El mes que viene el ex primer ministro francés François Mitterrand cumpliría 100 años. Su victoria electoral a principios de los años ochenta vino acompañada de una ola de esperanza para la izquierda europea que veía con temor los principios que estaban dirigiendo la construcción de la Unión que son los mismos que han aflorado con la crisis económica: austeridad, contención del gasto, lucha contra la inflación, devaluaciones internas para ganar competitividad… Pero nada más llegar al poder, Mitterrand dio marcha atrás. Lo cuenta Yanis Varoufakis en ¿Y los pobres sufren lo que deben?:

 

«François Mitterrand fue elegido en mayo de 1981 con un programa de ‘acabemos con la austeridad’ que su coalición de gobierno socialista-comunista había prometido implementar. Una fuga de capital inmediata hacia Alemania forzó al banco central de Francia a subir los tipos de interés hasta el 25% y a introducir una congelación de los precios. Nada de eso funcionó y Mitterrand dio instrucciones a su ministro de Finanzas, Jacques Delors, de que negociara con Alemania una devaluación del franco dentro del SME. Las autoridades alemanas aceptaron, con la condición de una inmediata congelación salarial en toda la República francesa. La izquierda francesa estaba escandalizada y exigió una salida inmediata del SME, por temor a que el gobierno francés quedara reducido al agente de las decisiones políticas hechas por los gobiernos conservadores alemanes. El gobierno de Mitterrand tuvo que elegir entre salir del SME, con una devaluación unilateral del franco, o abandonar su programa antiausteridad con el fin de mantenerse dentro del SME. Quedarse en ese proto-euro, el SME, precisaba de atraer dinero extranjero hacia Francia, lo que, a su vez, significaba mayores tipos de interés, menor gasto público y, básicamente, contraer la economía francesa con el fin de mantener un valor estable del franco.
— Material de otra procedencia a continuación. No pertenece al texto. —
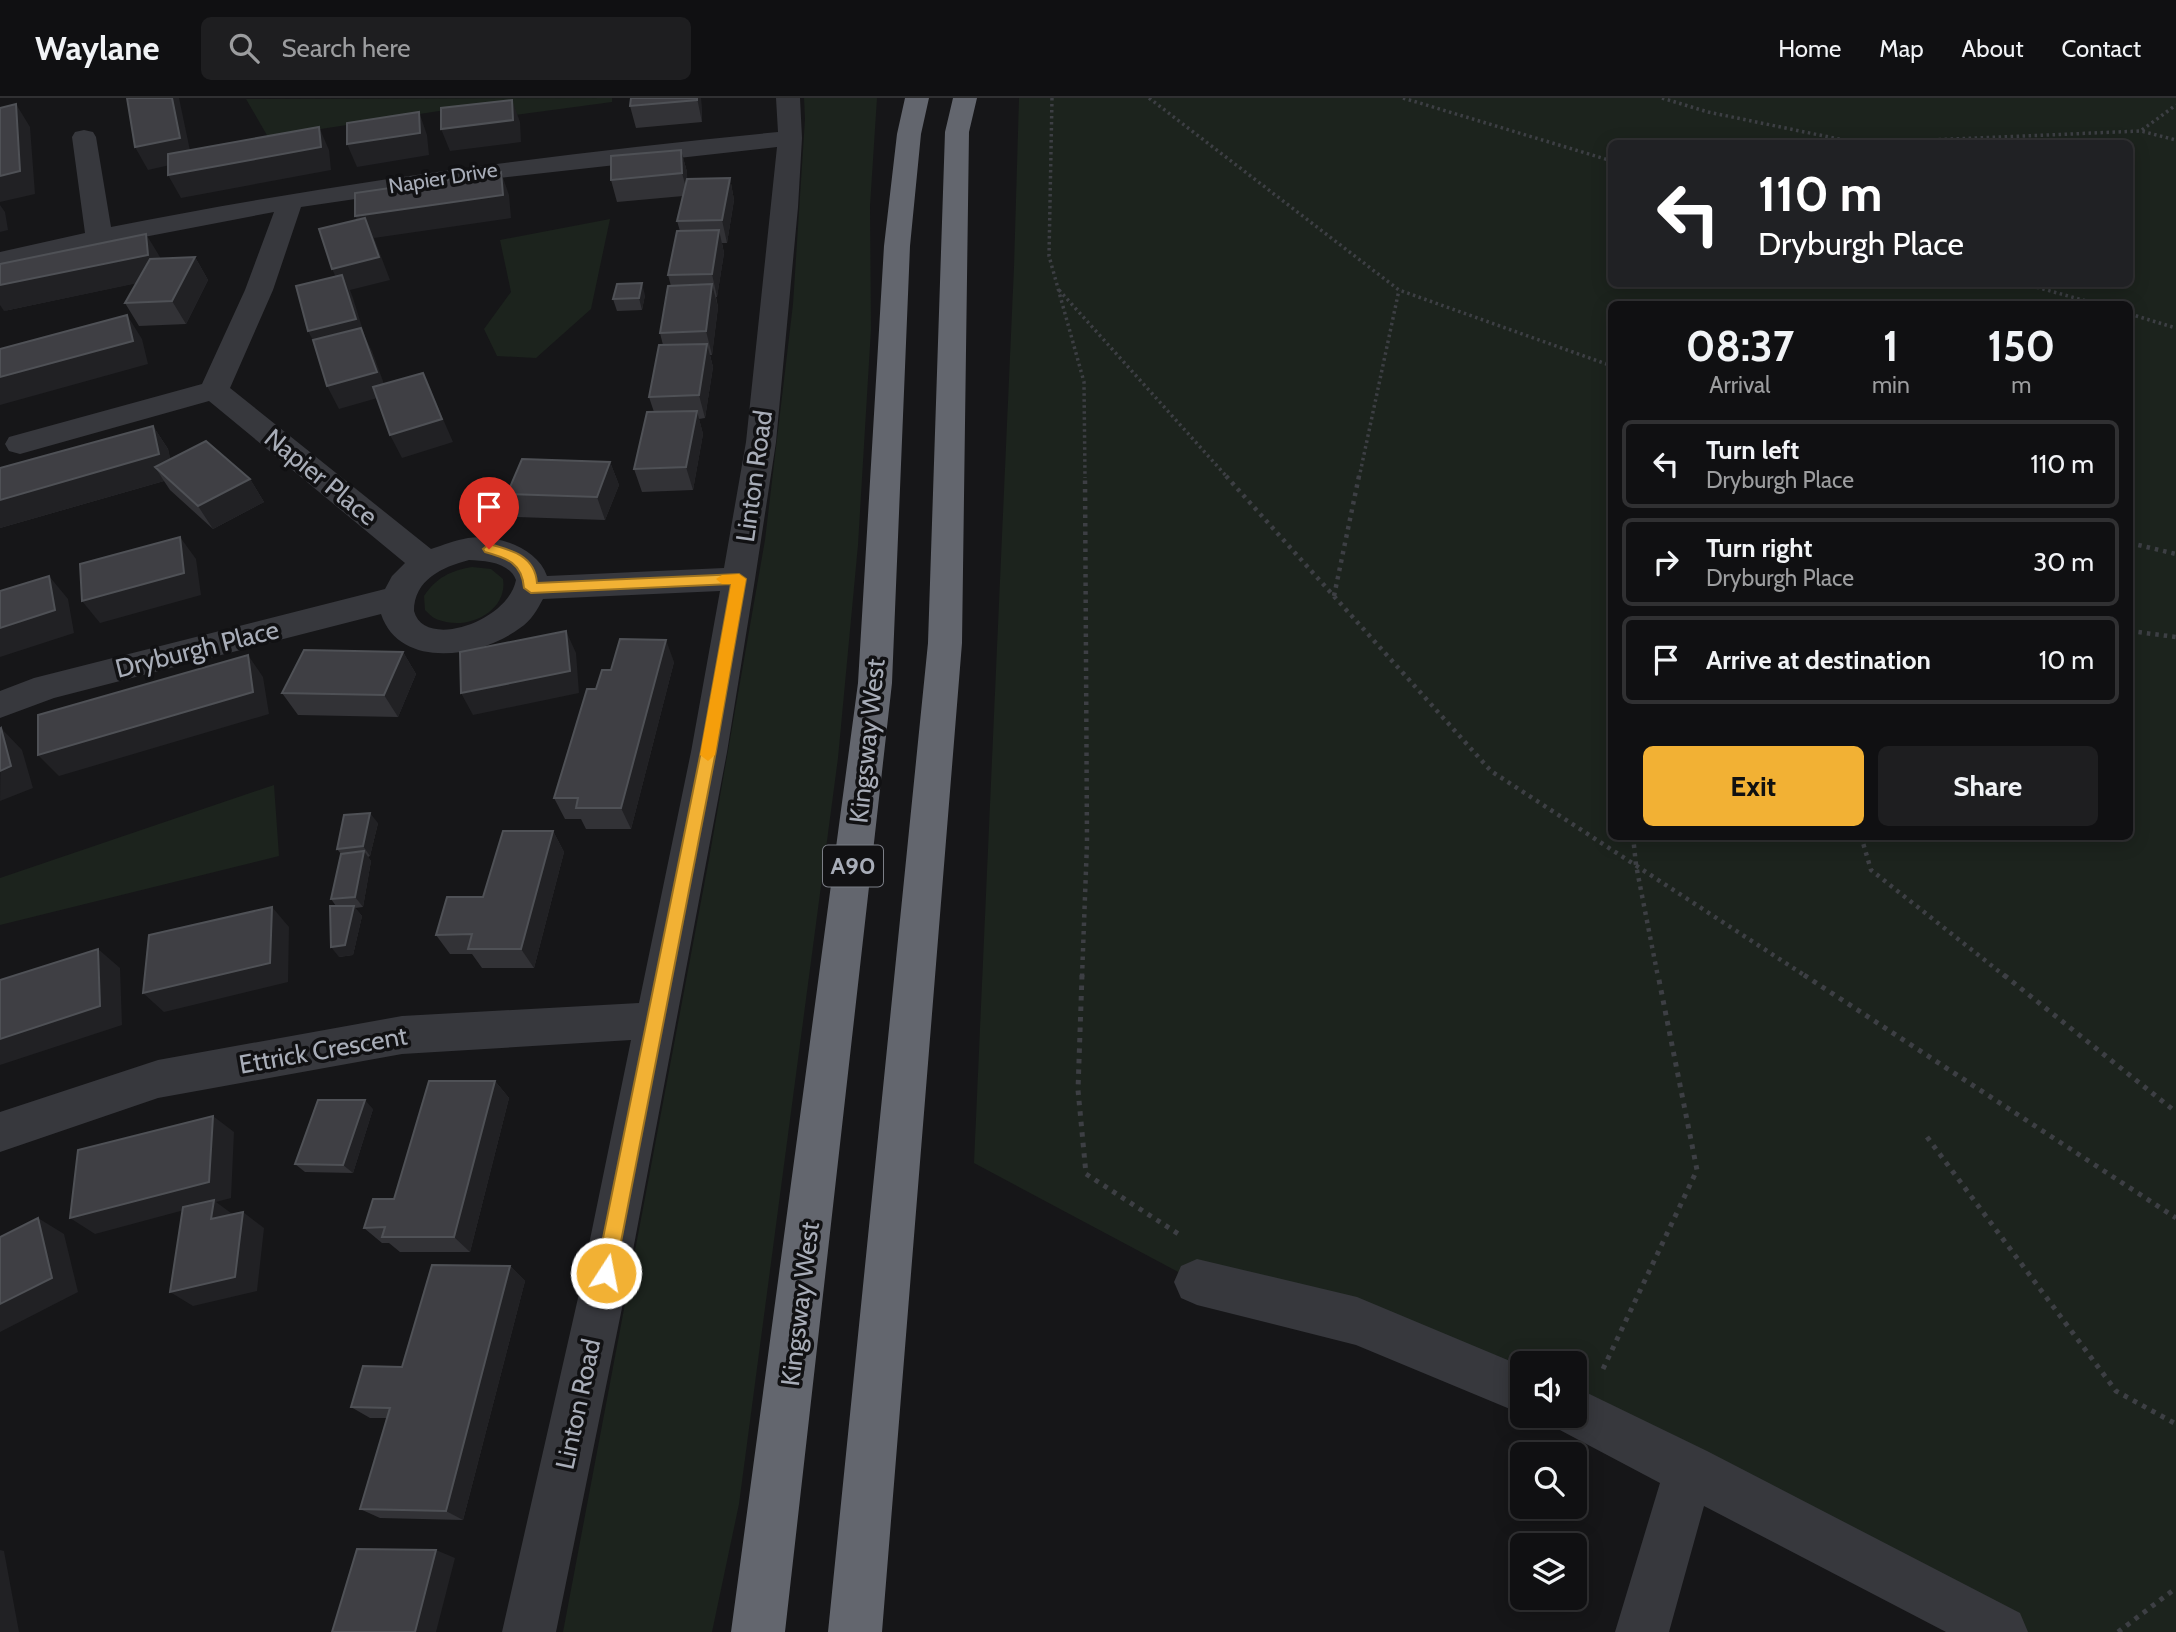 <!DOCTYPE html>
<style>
:root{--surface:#101012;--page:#1e1e20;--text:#f1f3f6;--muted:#9c9d9f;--line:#303032;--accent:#f2b134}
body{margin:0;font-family:Cabin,sans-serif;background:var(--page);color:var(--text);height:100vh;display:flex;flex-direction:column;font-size:26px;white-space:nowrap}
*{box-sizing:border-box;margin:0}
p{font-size:23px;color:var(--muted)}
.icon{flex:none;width:38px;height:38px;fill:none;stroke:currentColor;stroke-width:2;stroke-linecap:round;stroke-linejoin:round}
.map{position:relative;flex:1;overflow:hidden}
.details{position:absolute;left:1608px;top:203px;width:525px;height:539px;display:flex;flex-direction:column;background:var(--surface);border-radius:10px;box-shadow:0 4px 18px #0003,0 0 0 2px var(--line)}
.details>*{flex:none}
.top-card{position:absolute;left:1608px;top:42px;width:525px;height:147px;border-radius:10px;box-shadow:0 4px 18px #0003,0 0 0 2px var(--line);background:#202124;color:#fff;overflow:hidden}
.fabs{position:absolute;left:1510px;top:1253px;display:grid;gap:14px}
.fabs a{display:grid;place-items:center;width:77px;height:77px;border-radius:10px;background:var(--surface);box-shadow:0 4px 18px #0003,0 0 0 2px var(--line);font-size:35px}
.pin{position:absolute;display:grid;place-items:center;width:60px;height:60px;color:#fff;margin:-72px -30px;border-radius:50% 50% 50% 0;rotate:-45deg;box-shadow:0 0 7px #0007}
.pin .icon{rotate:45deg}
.me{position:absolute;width:77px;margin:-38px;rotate:11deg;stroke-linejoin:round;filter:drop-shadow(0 0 5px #0008)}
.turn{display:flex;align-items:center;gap:24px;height:147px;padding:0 35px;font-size:32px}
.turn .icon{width:91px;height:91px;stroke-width:2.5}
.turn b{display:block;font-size:49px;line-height:60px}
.eta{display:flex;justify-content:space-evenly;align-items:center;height:119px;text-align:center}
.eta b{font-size:42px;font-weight:700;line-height:49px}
.cta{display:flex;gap:14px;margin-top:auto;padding:14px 35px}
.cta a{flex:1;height:80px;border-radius:10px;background:var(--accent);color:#111;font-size:28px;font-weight:700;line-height:80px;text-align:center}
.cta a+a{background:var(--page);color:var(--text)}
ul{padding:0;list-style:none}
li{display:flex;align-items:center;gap:21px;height:88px;margin:0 14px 10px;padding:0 21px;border:4px solid var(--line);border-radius:10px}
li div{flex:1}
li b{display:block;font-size:26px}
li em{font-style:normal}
header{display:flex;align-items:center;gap:42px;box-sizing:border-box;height:98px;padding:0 35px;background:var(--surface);border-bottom:2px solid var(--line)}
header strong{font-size:33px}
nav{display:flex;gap:38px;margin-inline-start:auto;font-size:24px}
.search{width:490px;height:63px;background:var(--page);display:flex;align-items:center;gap:18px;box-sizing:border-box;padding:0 24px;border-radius:10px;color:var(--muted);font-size:26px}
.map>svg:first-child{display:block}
.green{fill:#1c231d;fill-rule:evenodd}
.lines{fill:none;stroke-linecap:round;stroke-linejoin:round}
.path-far2{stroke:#3d3f44;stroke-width:3.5;stroke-dasharray:2.5 3.5;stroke-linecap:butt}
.path-far1{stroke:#3d3f44;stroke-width:4.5;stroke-dasharray:3.5 5;stroke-linecap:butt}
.path{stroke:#3d3f44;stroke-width:5;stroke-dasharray:4.5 6;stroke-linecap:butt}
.minor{fill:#37383d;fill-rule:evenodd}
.highway{fill:#63666e;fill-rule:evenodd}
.wall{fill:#323236}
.shaded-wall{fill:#212124}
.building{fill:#3f3f44;stroke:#4f5156;stroke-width:2}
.route{fill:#f2b134;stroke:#9d7322;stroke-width:2}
.slow{fill:#f59e0b}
.labels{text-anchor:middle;stroke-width:7;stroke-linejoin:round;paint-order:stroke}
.far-street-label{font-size:21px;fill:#a8adb8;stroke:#111113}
.shield{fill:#111113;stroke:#7b7e86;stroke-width:2}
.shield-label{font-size:24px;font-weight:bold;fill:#a8adb8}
.street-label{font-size:26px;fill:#a8adb8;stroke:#111113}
</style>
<header>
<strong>Waylane</strong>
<div class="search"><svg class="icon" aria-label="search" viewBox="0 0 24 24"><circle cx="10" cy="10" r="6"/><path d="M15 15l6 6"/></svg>Search here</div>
<nav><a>Home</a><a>Map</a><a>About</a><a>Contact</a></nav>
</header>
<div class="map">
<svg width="2176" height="1534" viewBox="0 0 2176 1534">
<rect width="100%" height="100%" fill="#161618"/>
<!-- green -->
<path class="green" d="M612,0v4l-97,13 -4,-15 -243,37 -22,-38z
M804,0h73l-7,108 1,123 -13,216 -20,213 -99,746 -27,128h-149l146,-773 56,-319 28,-236 12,-185z
M1019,0h1157v1534h-175l-426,-220v-49h-53v27l-165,-69 -160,-39 -223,-119 40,-896zM1612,46h518v140h-518zM1612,206h518v532h-518z
M610,121l-19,90 -55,49 -39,-2 -13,-27 27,-37 -11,-52z
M472,469l19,2 12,10c5,32 -35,52 -64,41 -5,-1 -10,-6 -14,-10l-1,-14c13,-19 26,-25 48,-29z
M274,687l5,71 -279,69v-47z"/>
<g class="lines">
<!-- path-far2 -->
<path class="path-far2" d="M1052,0l-3,158 35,126 1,96
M1149,0l250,192 213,76
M1403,0l209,63
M1662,0l46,14 150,31 283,-12 35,9
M2142,32l34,-25
M2025,186l72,20
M1059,192l169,188
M2130,216l46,14
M1359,380l40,-188"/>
<!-- path-far1 -->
<path class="path-far1" d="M1226,378l265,295 316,206
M2130,445l46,11
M1334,498l25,-120
M2130,533l46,6
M1633,738l3,29 22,112
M1861,738l10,34 135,107
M1082,879l5,-134 -2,-367"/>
<!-- path -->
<path class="path" d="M1082,877l-4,115 8,84 94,61
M1804,877l372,243
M2004,877l172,137
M1927,1039l189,254 60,33
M1603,1271l94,-199 -39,-195
M2118,1534l58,-44"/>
<!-- minor -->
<path class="minor" d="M776,0h24l2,40 -4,69 -22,235 -21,137 -28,173 -103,546 -68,334h-54l76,-334 53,-258 -229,14 -244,44 -158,54v-40l158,-52 244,-44 237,-13 52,-251 29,-161 -177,8c-6,11 -12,22 -23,29 -38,29 -120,43 -139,-14l-327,84 -54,20v-27l34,-13 351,-89 7,-13 13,-13 -196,-162 -189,53 -11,-3 -4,-7 4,-7 193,-53 43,-94 29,-78 -177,34 -97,22v-16l85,-19 -13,-96 3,-5 9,-2 9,2 3,5 15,90c220,-44 443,-73 667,-95zM777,49l-31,295 -22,126 -177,8c-10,-29 -51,-42 -79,-38 -12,2 -25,7 -37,11l-201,-161 43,-98 28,-83 190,-28zM469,462c17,1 40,2 47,20 -8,42 -92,70 -102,31 0,-31 28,-44 55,-51z
M1197,1161l160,38 165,69v48l-166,-69 -159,-40 -16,-7 -7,-16 7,-16z
M1575,1289l132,64 313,162 8,19h-82l-242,-126 -35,126h-54l45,-149 -102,-54 -6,-13h23z"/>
<!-- highway -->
<path class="highway" d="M905,0h24l-8,36 -11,112 -18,437 -107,949h-54l127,-949 26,-437 13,-112z
M953,0h24l-8,34 -7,511 -80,989h-54l100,-989 17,-511z"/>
</g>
<!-- wall -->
<path class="wall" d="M631,0h70l1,24 -66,6 -6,-22z
M681,52l6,22v7l43,-1 4,22 -7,43h-5l2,10 -7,44h-1l2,10 -6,48h-2l3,12 -8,51 -6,1 4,15 -10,56 -51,2 -8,-23 20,-57 -5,-15 14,-52 -3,-12 11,-47 -3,-11 12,-44 -3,-10 6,-25 -66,6 -6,-22z
M160,159v2l35,-2 13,23 -22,44 -47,2 -14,-23 11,-20 -132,28z
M645,197l-3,15 -25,1 -4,-12z
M153,328l15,23 2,10 80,20 14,23 -51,27 -43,-39 -6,-9 -164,47v-60z
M610,364l9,23 -14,35 -88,-3 -10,-23z
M403,554l13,22 -18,43 -100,-2 -16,-22z
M674,564l-43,167h-45l-5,-10h-16l-11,-21 42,-109 15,-19z
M378,725l-8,33 -2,1 3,4 -8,46 -8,1 7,8 -9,39 -14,2 -3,-51 -5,-7 10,-45 -4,-5z
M553,733l11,21 -30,116h-52l-10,-14h-22l-14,-19 47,-38z
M495,983l14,17 -39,154h-70l-11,-9h-7l-18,-15 30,-29z
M373,1011l-20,64 -48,-1 -10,-8z
M510,1168l15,15 -62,239 -83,-2 -20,-9 27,-91h-17l-19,-11 51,-40z"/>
<!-- shaded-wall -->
<path class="shaded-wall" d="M172,0h7l13,62 -44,10 -13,-23z
M697,0h4v3l1,21z
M512,2l8,22 1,20 -71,9 -9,-22z
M16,6l14,23 5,67 -35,8v-26z
M419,14l8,23 2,20 -72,12 -10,-23z
M319,29l10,23 2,20 -150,28 -13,-23z
M681,52l6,22 1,23 -6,-22z
M501,74l8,23 2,23 -137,20 16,42 -40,10 3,8 12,39 7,14 16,44 -49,14 -12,-23 -7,-32 -12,-23 35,-39 -11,-23 33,-30 -10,-23z
M730,80l4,22 -7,43 -5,-23z
M0,107l5,7 3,18 -8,2z
M719,132l5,23 -7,44 -5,-23z
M146,136l14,23 2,21 -158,33 -4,-6v-20z
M195,159l13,23 -22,44 -14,-23z
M642,185l3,12 -3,15 -3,-12z
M712,186l6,23 -6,48 -6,-24z
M127,217l15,24 6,25 -148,41v-28z
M707,246l6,23 -8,51 -6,-23z
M423,275l30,69 -51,16 -12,-23z
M697,313l6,23 -10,56 -7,-23z
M153,328l15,23 7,28 -20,-10 9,14 -164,47v-28z
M610,364l9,23 -14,35 -8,-23z
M250,381l14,23 -51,27 -15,-23z
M180,439l16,22 5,36 -101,28 -18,-22z
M49,478l19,23 6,34 -74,24v-29z
M566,533l10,22 3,40 -106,22 -12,-22z
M666,542l8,22 -43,167 -10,-21z
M403,554l13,22 -18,43 -14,-22z
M248,557l15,22 6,37 -210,62 -21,-21z
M1,630l21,22 11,38 -33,13z
M370,715l8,10 -8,33 -7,-10z
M553,733l11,21 -30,116 -13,-19z
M364,753l7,10 -8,46 -8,-10z
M354,808l8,10 -9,39 -14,2 -8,-10z
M272,809l17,20 -1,55 -124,30 -21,-19z
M98,851l22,19 2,57 -122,40v-26z
M495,983l14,17 -39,154 -16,-15z
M365,1002l8,9 -20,64 -10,-8z
M213,1018l21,16 -3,66 -15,4 19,14 -24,3 3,-17 -119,32 -25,-16z
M243,1114l21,16 -7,63 -64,15 -23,-14z
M38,1120l26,16 14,58 -78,40v-28z
M510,1168l15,15 -62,239 -17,-9z
M0,1452l4,1 15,81h-19z
M436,1452l19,8 -19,74h-21z"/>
<!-- building -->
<path class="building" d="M127,0h45l8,40 -45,9z
M631,0h66v2l-67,6z
M512,2l1,20 -72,9v-21z
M16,6l4,67 -20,5v-68z
M419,14l1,21 -73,11v-21z
M319,29l2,20 -153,28v-21z
M681,52l1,23 -71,7v-24z
M501,74l2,23 -148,21v-23z
M730,80l-8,42 -45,1 10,-42z
M365,120l14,39 -47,12 -13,-40z
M719,132l-7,44 -44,1 9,-44z
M146,136l2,21 -148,30v-21z
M195,159l-23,44 -47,2 25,-44z
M342,177l14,44 -48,12 -12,-45z
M642,185l-3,15 -26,1 4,-15z
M712,186l-6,47 -46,2 8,-47z
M127,217l6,26 -133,36v-28z
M361,230l16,44 -50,14 -14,-46z
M707,246l-8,51 -50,2 10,-52z
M423,275l19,46 -52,16 -17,-48z
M697,313l-11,56 -52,2 13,-57z
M153,328l6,28 -159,46v-32z
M206,343l44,38 -52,27 -43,-39z
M522,361l88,3 -13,35 -90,-3z
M180,439l4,36 -102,28 -2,-37z
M49,478l6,34 -55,18v-37z
M566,533l4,40 -109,22 -1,-41z
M620,541l46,1 -45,168h-45l2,-10h-24l33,-109h9l6,-19h9z
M304,552l99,2 -19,43 -102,-2z
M248,557l5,37 -215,63v-40z
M1,630l10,38 -11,5v-42z
M370,715l-7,33 -26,3 7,-34z
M503,733h50l-32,118h-53l4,-15 -36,1 11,-38h36z
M364,753l-9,46 -24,2 10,-45z
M330,808h24l-9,39 -14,2z
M272,809l-2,56 -127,30 6,-58z
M98,851l2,57 -100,33v-59z
M429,983h66l-41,156h-72l3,-10 -21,1 9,-29h21z
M318,1002h47l-22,65 -48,-1z
M213,1018l-4,66 -139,36 8,-68z
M214,1102l-3,19 32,-7 -8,65 -65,15 13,-85z
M38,1120l14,60 -52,26v-67z
M432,1167l78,1 -64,245 -86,-2 30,-101 -39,-1 12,-41 39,1z
M357,1451l79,1 -21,82h-83z"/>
<!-- route -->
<path class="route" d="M489,446c23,6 46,12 48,39l202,-9 7,5 -30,172 -101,522 -2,6 -7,3 -7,-3 -3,-6 105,-522 30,-167 -200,9 -7,-5c-2,-25 -17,-30 -39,-36l-2,-3z"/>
<!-- slow -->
<path class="slow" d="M739,476l7,5 -31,176 -7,6 -8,-6 31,-171h-9l-6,-5 6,-4z"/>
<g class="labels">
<!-- far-street labels -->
<g class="far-street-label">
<text transform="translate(443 80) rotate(-9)" y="7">Napier Drive</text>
</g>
<!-- shield labels -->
<rect class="shield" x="823" y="747.5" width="60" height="41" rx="5"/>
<g class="shield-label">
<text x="853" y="776">A90</text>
</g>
<!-- street labels -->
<g class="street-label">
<text transform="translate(754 378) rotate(-82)" y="9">Linton Road</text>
<text transform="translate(321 379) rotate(39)" y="9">Napier Place</text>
<text transform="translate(197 551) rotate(-14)" y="9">Dryburgh Place</text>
<text transform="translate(867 643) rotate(-84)" y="9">Kingsway West</text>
<text transform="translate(323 952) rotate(-10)" y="9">Ettrick Crescent</text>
<text transform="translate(800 1206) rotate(-83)" y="9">Kingsway West</text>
<text transform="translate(578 1306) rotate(-78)" y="9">Linton Road</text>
</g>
</g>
</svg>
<div class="fabs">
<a><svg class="icon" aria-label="sound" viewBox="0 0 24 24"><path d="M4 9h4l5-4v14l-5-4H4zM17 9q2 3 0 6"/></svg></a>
<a><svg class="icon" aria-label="search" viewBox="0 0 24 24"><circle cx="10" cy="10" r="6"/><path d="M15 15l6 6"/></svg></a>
<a><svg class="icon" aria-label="layers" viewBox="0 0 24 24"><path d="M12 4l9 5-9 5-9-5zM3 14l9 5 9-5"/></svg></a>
</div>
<div class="pin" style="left:489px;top:451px;background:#d93025"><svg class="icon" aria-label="arrive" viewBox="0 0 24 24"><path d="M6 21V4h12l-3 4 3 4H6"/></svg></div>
<svg class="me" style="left:606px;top:1175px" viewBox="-20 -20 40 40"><circle r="17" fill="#f2b134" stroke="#fff" stroke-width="3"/><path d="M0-11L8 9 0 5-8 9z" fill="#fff"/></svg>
<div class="top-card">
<div class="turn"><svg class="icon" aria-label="left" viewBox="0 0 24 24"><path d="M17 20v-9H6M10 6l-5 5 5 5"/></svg><div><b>110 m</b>Dryburgh Place</div></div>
</div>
<section class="details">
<div class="eta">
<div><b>08:37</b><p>Arrival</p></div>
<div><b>1</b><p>min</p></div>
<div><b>150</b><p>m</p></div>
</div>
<ul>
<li><svg class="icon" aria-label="left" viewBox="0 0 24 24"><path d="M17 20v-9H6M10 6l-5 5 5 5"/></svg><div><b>Turn left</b><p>Dryburgh Place</p></div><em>110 m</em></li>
<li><svg class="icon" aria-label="right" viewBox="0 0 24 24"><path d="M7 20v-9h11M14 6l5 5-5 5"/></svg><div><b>Turn right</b><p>Dryburgh Place</p></div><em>30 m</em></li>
<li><svg class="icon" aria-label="arrive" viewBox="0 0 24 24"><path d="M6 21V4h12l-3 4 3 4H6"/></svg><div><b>Arrive at destination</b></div><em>10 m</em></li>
</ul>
<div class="cta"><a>Exit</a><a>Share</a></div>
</section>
</div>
Fue la primera vez que un gobierno de tendencia izquierdista descartaría sin ceremonial su agenda antiausteridad en favor de mantenerse fiel a la lógica de hierro de la unión monetaria europea».

 

Las renuncias de Mitterrand supusieron un duro golpe para la izquierda europea. Mermada, cada vez más pequeña y menos valiente, siguió peleando por un mundo mejor. Me falta convicción para terminar el artículo con un poco de esperanza, aunque me había empeñado en manifestarla después de haberla recuperado un poco con Moran y Milanovic. Igual es que hemos perdido de verdad. Porque después de Miterrand, tres décadas después, la esperanza de cambio que llevó consigo el triunfo electoral de Syriza en Grecia, ha quedado reducida a menos que cenizas. Quizás es que es verdad que no hay nadie de quien fiarse. Sí, en realidad la desesperación continúa pese a que la esperanza, a veces, luche por abrirse paso.